As the Chief Technology Officer (CTO) and one of the four founders of Bold Commerce, Eric Boisjoli has both the real-life experience of making Black Friday a success, and a wealth of knowledge surrounding the technical side of running an industry-leading software development company.
I’ve got a quote I sometimes say - well, I don’t actually say it, but it’s mounted on my wall:
“Merchants first, then tech.”
This quote keeps something very important in the forefront of our minds: although we are always trying to build amazing, innovative tech, our mission is to make sure merchants are able to make a living while doing what they love and are passionate about.
It gives us a proper perspective when deciding whether or not something should be done, because we can ask ourselves “Does it ultimately benefit the merchant?”
Having a server outage on Black Friday or Cyber Monday doesn’t benefit them.
During Black Friday 2013, shit hit the fan; we had some pretty significant issues with a few of our apps that we didn’t foresee, and it felt awful. However, we learned a lot from that experience and it has drastically changed how we prepare for Black Friday. Hopefully I’ll be able to share some of what we learned so that you can avoid the pain we suffered through.

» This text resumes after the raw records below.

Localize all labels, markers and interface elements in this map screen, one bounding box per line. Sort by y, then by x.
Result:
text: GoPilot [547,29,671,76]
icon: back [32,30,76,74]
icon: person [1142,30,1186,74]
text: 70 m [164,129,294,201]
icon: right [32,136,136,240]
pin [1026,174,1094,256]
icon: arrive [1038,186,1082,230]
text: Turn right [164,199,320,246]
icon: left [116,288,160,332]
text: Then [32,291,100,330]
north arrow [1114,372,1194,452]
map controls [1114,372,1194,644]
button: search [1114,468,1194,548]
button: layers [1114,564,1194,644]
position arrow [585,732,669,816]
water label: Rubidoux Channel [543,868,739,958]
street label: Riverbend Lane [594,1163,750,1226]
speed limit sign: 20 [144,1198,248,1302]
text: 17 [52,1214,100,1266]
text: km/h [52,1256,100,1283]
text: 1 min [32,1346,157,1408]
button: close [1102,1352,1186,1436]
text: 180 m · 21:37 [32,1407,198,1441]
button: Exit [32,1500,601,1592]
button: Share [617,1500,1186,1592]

Black Friday planning starts early at Bold
We begin our Black Friday preparation around June. That might sound crazy, but it’s extremely important we start this early because Black Friday is such a busy time for us, and it’s very important to the merchants who rely on our apps and solutions.
We start by reviewing the previous year’s Black Friday performance and determine what we did well, what exceeded our expectations, and what didn’t go so well. We don’t ignore those things, though; we improve and learn from failures.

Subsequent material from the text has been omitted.